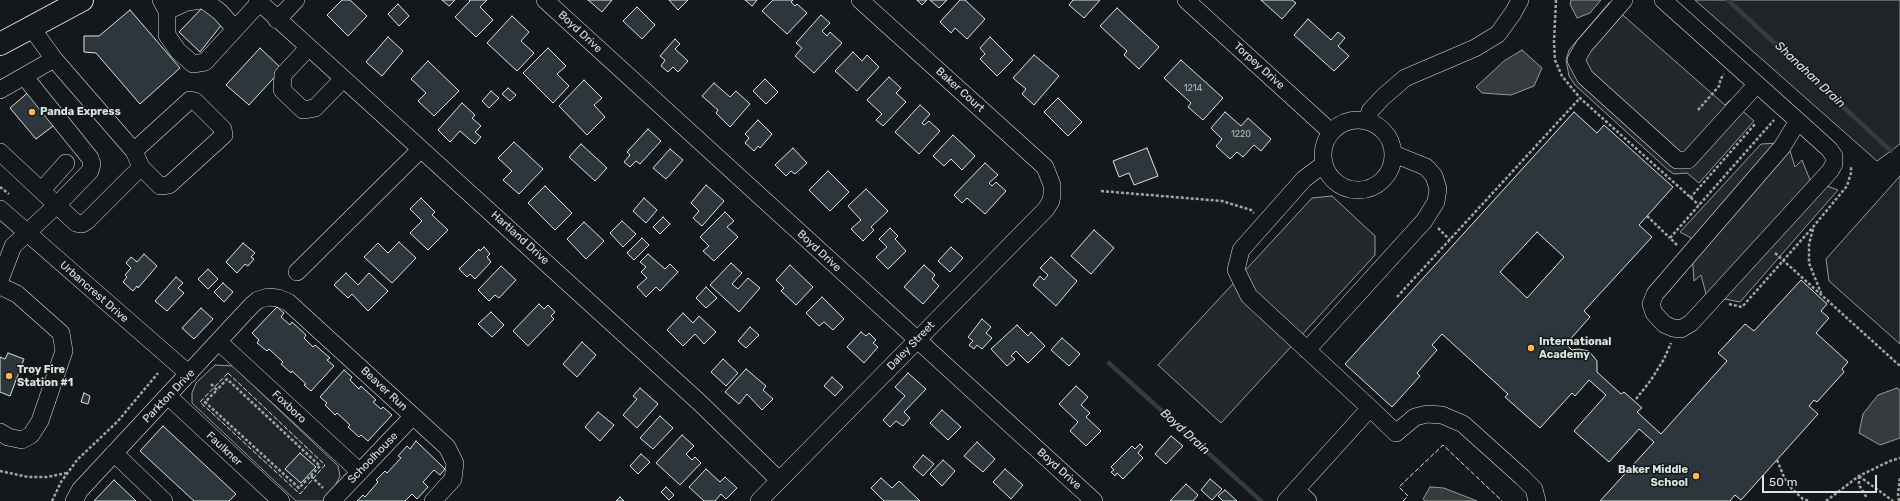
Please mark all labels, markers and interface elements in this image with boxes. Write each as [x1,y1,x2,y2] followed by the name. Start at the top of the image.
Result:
[555,8,605,56] street label: Boyd Drive
[1772,39,1848,111] water label: Shanahan Drain
[1231,40,1287,92] street label: Torpey Drive
[933,65,987,115] street label: Baker Court
[1184,83,1202,93] house number: 1214
[40,105,121,119] place label: Panda Express
[27,107,37,117] marker: Panda Express
[1231,129,1251,139] house number: 1220
[488,208,552,268] street label: Hartland Drive
[794,227,844,275] street label: Boyd Drive
[57,259,131,325] street label: Urbancrest Drive
[884,319,938,373] street label: Daley Street
[1539,335,1611,361] place label: International Academy
[1526,343,1536,353] marker: International Academy
[17,363,73,389] place label: Troy Fire Station #1
[358,364,410,414] street label: Beaver Run
[140,366,198,426] street label: Parkton Drive
[4,371,14,381] marker: Troy Fire Station #1
[269,388,309,426] street label: Foxboro
[1157,406,1213,458] water label: Boyd Drain
[203,429,245,469] street label: Faulkner
[345,430,401,486] street label: Schoolhouse
[1034,446,1084,492] street label: Boyd Drive
[1618,463,1688,489] place label: Baker Middle School
[1764,467,1879,493] scale bar
[1691,471,1701,481] marker: Baker Middle School
[1769,475,1797,489] text: 50 m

..............................

▶ Problem description:
All the lines above should be reproduced exactly, and none of the pictures.

▶ Solution for this problem:
Please mark all labels, markers and interface elements in this image with boxes. Write each as [x1,y1,x2,y2] followed by the name. Start at the top of the image.
Result:
[555,8,605,56] street label: Boyd Drive
[1772,39,1848,111] water label: Shanahan Drain
[1231,40,1287,92] street label: Torpey Drive
[933,65,987,115] street label: Baker Court
[1184,83,1202,93] house number: 1214
[40,105,121,119] place label: Panda Express
[27,107,37,117] marker: Panda Express
[1231,129,1251,139] house number: 1220
[488,208,552,268] street label: Hartland Drive
[794,227,844,275] street label: Boyd Drive
[57,259,131,325] street label: Urbancrest Drive
[884,319,938,373] street label: Daley Street
[1539,335,1611,361] place label: International Academy
[1526,343,1536,353] marker: International Academy
[17,363,73,389] place label: Troy Fire Station #1
[358,364,410,414] street label: Beaver Run
[140,366,198,426] street label: Parkton Drive
[4,371,14,381] marker: Troy Fire Station #1
[269,388,309,426] street label: Foxboro
[1157,406,1213,458] water label: Boyd Drain
[203,429,245,469] street label: Faulkner
[345,430,401,486] street label: Schoolhouse
[1034,446,1084,492] street label: Boyd Drive
[1618,463,1688,489] place label: Baker Middle School
[1764,467,1879,493] scale bar
[1691,471,1701,481] marker: Baker Middle School
[1769,475,1797,489] text: 50 m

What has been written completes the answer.